Um poema que chega forte ❤

Manaus - Fotografia de Alice Bessa / outubro de 2018

na coluna 'nossa geografia humanista' de hoje, ecoo uma troca, conversa dialogada em íntimo, mais que necessária. 
sinto a poeta falar.
sinto a poesia gritar.
adentro as imagens. as imagens cortam a pele, que refaz a mulher.

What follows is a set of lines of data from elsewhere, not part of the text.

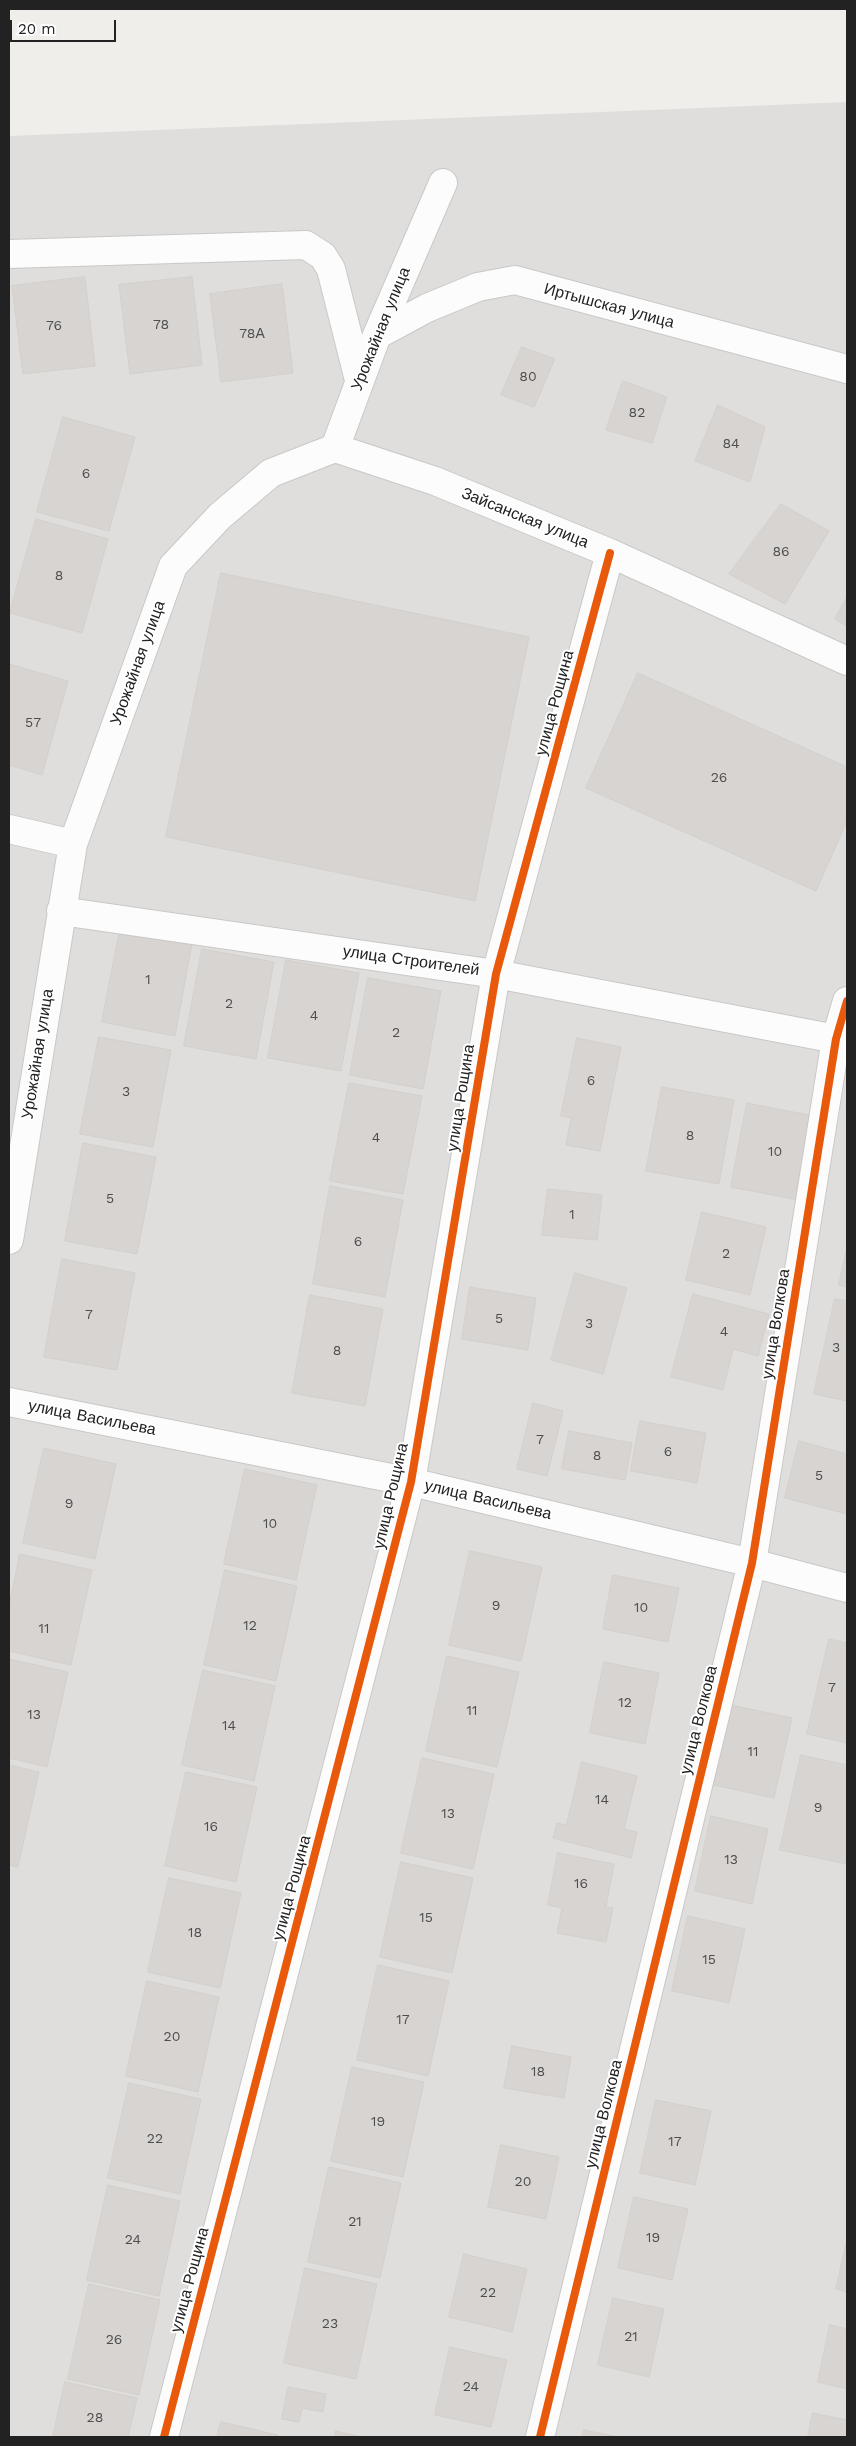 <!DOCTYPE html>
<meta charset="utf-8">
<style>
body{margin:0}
#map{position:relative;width:856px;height:2446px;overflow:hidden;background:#f0eeeb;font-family:"Work Sans",sans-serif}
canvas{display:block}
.frame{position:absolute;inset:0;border:10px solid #222;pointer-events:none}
.scale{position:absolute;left:10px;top:20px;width:106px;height:22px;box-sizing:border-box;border:2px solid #222;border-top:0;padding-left:6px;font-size:15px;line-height:18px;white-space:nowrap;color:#222;-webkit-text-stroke:4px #fff;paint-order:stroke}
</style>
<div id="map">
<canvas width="856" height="2446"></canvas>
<div class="frame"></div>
<div class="scale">20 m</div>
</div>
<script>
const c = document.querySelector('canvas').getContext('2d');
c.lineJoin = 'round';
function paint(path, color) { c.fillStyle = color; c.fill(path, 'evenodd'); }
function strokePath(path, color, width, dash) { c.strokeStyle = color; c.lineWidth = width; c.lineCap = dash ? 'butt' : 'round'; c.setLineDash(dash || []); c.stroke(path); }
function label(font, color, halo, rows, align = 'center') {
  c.font = font + ' "Work Sans",sans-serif'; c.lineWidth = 4; c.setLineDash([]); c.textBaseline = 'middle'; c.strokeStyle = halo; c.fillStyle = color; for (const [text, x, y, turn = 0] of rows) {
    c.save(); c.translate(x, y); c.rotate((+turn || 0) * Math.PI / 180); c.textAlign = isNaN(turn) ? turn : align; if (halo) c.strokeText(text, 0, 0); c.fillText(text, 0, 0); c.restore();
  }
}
paint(new Path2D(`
 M847,102V2437H9V136Z`), '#dfdedc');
const building = new Path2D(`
 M85,277L95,366L23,374L12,286Z
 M192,277L202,365L130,374L119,285Z
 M282,284L293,373L221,382L210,294Z
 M522,347L555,359L534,407L501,395Z
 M623,381L667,397L652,443L606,430Z
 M718,405L765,427L750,482L695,461Z
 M63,417L135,437L109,531L37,512Z
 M781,504L829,531L785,604L729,574Z
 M36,519L108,539L82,633L10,613Z
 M221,573L529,637L475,901L166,837Z
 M847,597V626L835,619Z
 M9,664L68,681L42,775L9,765Z
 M638,673L847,767V821L816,891L586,788Z
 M121,925L193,938L175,1036L102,1022Z
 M202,949L274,962L256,1059L184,1046Z
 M286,960L359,973L341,1071L268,1058Z
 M368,978L441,991L423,1089L350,1075Z
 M99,1037L171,1050L153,1147L80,1134Z
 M577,1038L621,1047L600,1151L566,1145L571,1118L561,1116Z
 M349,1083L422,1096L403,1194L330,1181Z
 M662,1087L734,1100L719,1184L646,1171Z
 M747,1103L819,1117L804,1201L731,1187Z
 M83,1143L156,1157L137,1254L65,1241Z
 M330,1186L403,1200L385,1297L313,1284Z
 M548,1189L602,1195L597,1240L542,1235Z
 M702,1212L766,1227L750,1295L686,1280Z
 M847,1247V1287L839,1285Z
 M62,1259L135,1273L117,1370L44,1357Z
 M575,1273L627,1288L603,1374L551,1360Z
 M470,1287L536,1298L528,1350L462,1339Z
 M693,1294L769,1314L758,1356L733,1349L723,1390L671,1377Z
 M310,1295L383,1309L365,1406L292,1393Z
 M835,1299L847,1301V1401L814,1394Z
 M533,1403L563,1411L547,1476L517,1469Z
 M640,1421L706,1433L697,1483L631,1471Z
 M569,1431L632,1443L625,1480L562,1469Z
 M799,1441L847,1454V1514L785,1498Z
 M44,1448L116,1464L95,1559L23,1543Z
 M245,1469L317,1485L296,1580L224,1564Z
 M470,1551L542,1567L521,1661L449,1645Z
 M20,1554L92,1570L71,1665L9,1651V1607Z
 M225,1570L297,1586L276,1681L204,1665Z
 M613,1575L679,1588L668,1642L603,1629Z
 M829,1639L847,1643V1743L807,1734Z
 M447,1656L519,1672L497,1767L426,1751Z
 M9,1659L68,1672L47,1767L9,1758Z
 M604,1662L659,1673L645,1744L590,1733Z
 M203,1670L275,1686L254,1781L182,1765Z
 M731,1705L792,1718L774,1798L714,1785Z
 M801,1755L847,1765V1864L780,1850Z
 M422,1758L494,1774L473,1869L401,1853Z
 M582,1762L637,1776L624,1829L637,1832L631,1858L553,1838L557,1823L566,1825Z
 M9,1765L39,1772L18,1867L9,1865Z
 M186,1772L257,1787L236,1882L165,1866Z
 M711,1816L768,1829L752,1904L695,1891Z
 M558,1853L614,1864L606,1907L613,1908L606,1942L557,1933L562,1908L548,1905Z
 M401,1862L473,1878L452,1973L380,1957Z
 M169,1878L241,1893L220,1988L148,1972Z
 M688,1916L745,1929L729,2003L672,1991Z
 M378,1965L449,1981L428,2076L357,2060Z
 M147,1981L219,1997L198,2092L126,2076Z
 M512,2046L571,2057L564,2098L504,2088Z
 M352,2067L424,2082L403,2177L331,2161Z
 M129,2083L201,2099L180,2194L108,2178Z
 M656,2100L711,2111L695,2185L640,2173Z
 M501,2145L559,2157L546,2219L488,2207Z
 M329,2167L401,2183L380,2278L308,2262Z
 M108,2185L180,2201L159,2296L87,2280Z
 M634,2197L688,2209L672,2280L618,2268Z
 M847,2240V2292L836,2289Z
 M464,2254L527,2269L512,2332L449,2317Z
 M305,2268L377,2284L356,2379L284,2363Z
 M89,2284L160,2300L139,2395L68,2379Z
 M613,2298L664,2309L649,2377L598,2365Z
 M830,2325L847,2329V2389L818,2382Z
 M450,2347L507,2360L491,2427L435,2415Z
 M65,2382L137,2398L128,2437H53Z
 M288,2387L326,2394L323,2412L302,2408L299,2422L282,2419Z
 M813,2413L847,2420V2437H808Z
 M221,2422L278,2435L277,2437H217Z
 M584,2430L618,2437H582Z
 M336,2431L361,2437H335Z`);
paint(building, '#d7d4d2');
strokePath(building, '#d3d0cc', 1);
const minor = new Path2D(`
 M9,254L306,245L323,256L331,269L359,380
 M377,335L427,308L478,287L515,280L847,369
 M335,448L435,481L610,553L847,661
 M9,829L73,844
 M61,911L496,974L836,1039L847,1044
 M9,1240L73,844L173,566L220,516L271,473L335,448L377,335L443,183
 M9,1402L411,1482L752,1563L847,1588
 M164,2437L411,1482L496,974L610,553
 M540,2437L752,1563L836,1039L847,1001`);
strokePath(minor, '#c9c8c7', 30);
strokePath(minor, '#fdfcfc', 28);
strokePath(new Path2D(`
 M164,2437L411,1482L496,974L610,553
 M540,2437L752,1563L836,1039L847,1001`), '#e8590c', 8);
label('14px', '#4f4e4e', null, [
 ["78",161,325],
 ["76",54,326],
 ["78А",252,334],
 ["80",528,377],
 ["82",637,413],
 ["84",731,444],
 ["6",86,474],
 ["86",781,552],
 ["8",59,576],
 ["57",33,723],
 ["26",719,778],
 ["1",148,980],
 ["2",229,1004],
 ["4",314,1016],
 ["2",396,1033],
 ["6",591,1081],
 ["3",126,1092],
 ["8",690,1136],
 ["4",376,1138],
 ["10",775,1152],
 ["5",110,1199],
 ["1",572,1215],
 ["6",358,1242],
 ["2",726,1254],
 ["7",89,1315],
 ["5",499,1319],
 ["3",589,1324],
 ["4",724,1332],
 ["3",836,1348],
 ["8",337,1351],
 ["7",540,1440],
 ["6",668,1452],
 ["8",597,1456],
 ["5",819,1476],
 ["9",69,1504],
 ["10",270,1524],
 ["9",496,1606],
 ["10",641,1608],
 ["12",250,1626],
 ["11",44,1629],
 ["7",832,1688],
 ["12",625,1703],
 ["11",472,1711],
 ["13",34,1715],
 ["14",229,1726],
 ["11",753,1752],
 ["14",602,1800],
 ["9",818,1808],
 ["13",448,1814],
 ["16",211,1827],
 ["13",731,1860],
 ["16",581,1884],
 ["15",426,1918],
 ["18",195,1933],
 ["15",709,1960],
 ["17",403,2020],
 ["20",172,2037],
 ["18",538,2072],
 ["19",378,2122],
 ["22",155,2139],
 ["17",675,2142],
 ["20",523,2182],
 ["21",355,2222],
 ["19",653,2238],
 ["24",133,2240],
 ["22",488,2293],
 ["23",330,2324],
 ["21",631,2337],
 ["26",114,2340],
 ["24",471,2387],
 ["28",95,2418]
]);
label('16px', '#222', '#fff', [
 ["Иртышская улица",609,306,15],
 ["Урожайная улица",381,329,-68],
 ["Зайсанская улица",525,518,22],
 ["Урожайная улица",138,663,-70],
 ["улица Рощина",555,703,-75],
 ["улица Строителей",411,961,8],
 ["Урожайная улица",38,1054,-81],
 ["улица Рощина",461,1098,-81],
 ["улица Волкова",776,1324,-81],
 ["улица Васильева",92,1418,11],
 ["улица Рощина",391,1496,-77],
 ["улица Васильева",488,1500,13],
 ["улица Волкова",699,1720,-76],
 ["улица Рощина",292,1888,-75],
 ["улица Волкова",604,2114,-76],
 ["улица Рощина",190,2280,-75]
]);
</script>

reinvenções necessárias para nos habitarmos do sangue que nos fez, hoje reprimido à custa de tanta violência. deixar essas conexões adentrarem a carne que somos, deixar a reinvenção de nós mesmos produzir uma nova forma de habitar: com respeito. esse respeito urgente, negro. 



Grito

Noémia de Sousa

ao irmão J.M. 

Neste anoitecer sangrento de Moçambique
chega-me, segura, a tua voz irmão, 
inchada pela distância e pela saudade...
Misturada com os cantos escravos dos negros
regressando do trabalho,
chega-me de longe a tua voz fraterna
nítida como a lua cheia no espaço,
trazendo-me a mensagem da tua palavra afiada de lutador,
a esperança sempre renovada
de teus olhos iluminados prometendo madrugadas maravilhosas
- ah irmão, quando, quando?
todo o teu rosto vibrando entusiasmos incontidos

Neste anoitecer tenebroso de Moçambique, 
com gemidos de vencidos ameaçando arrasar tudo, 
chega-me a tua voz brilhando no escuro, 
como a estrela d'alva da lenda...
E é estranho como o teu grito, aumentado
em vez de diminuído pela distância, 
é mais forte que as vozes submissas, 
como as esmaga e as afoga, 
como parece mesmo de ferro
quebrando as correntes que alastram cada vez mais...

Ah irmão, 
neste anoitecer decisivo e sinistro de Moçambique
não me abandones!
Manda-me sempre a tua voz de abraço
animando-me a lutar contra os bayetes amolecidos dos landins,
dia a dia mais numerosos...
Como outrora, ai ajuda-me a lutar irmão!
Que a minha alma é maré cheia de lágrimas recalcadas
desde que te arremessaram para a incerteza
do bojo negro dum navio fantasma...

E depois de teres dirigido meus olhos para incomparável beleza
das estrelas reais, uma a uma nascendo lá fora, 
na noite imensa da ansiedade,
- não quero mais a mentira nua das falsas missangas de cor
imitando astros com que me querem burlar os tiranos de olhar vesgo
e enormes mãos antropófagas gotejando sangue!

Gotejando o teu sangue ainda quente, irmão...

17/10/1949


* SOUSA, Noémia de. Sangue Negro - São Paulo: Editora Kapulana, 2016. (Série Vozes da África) / p. 101-102.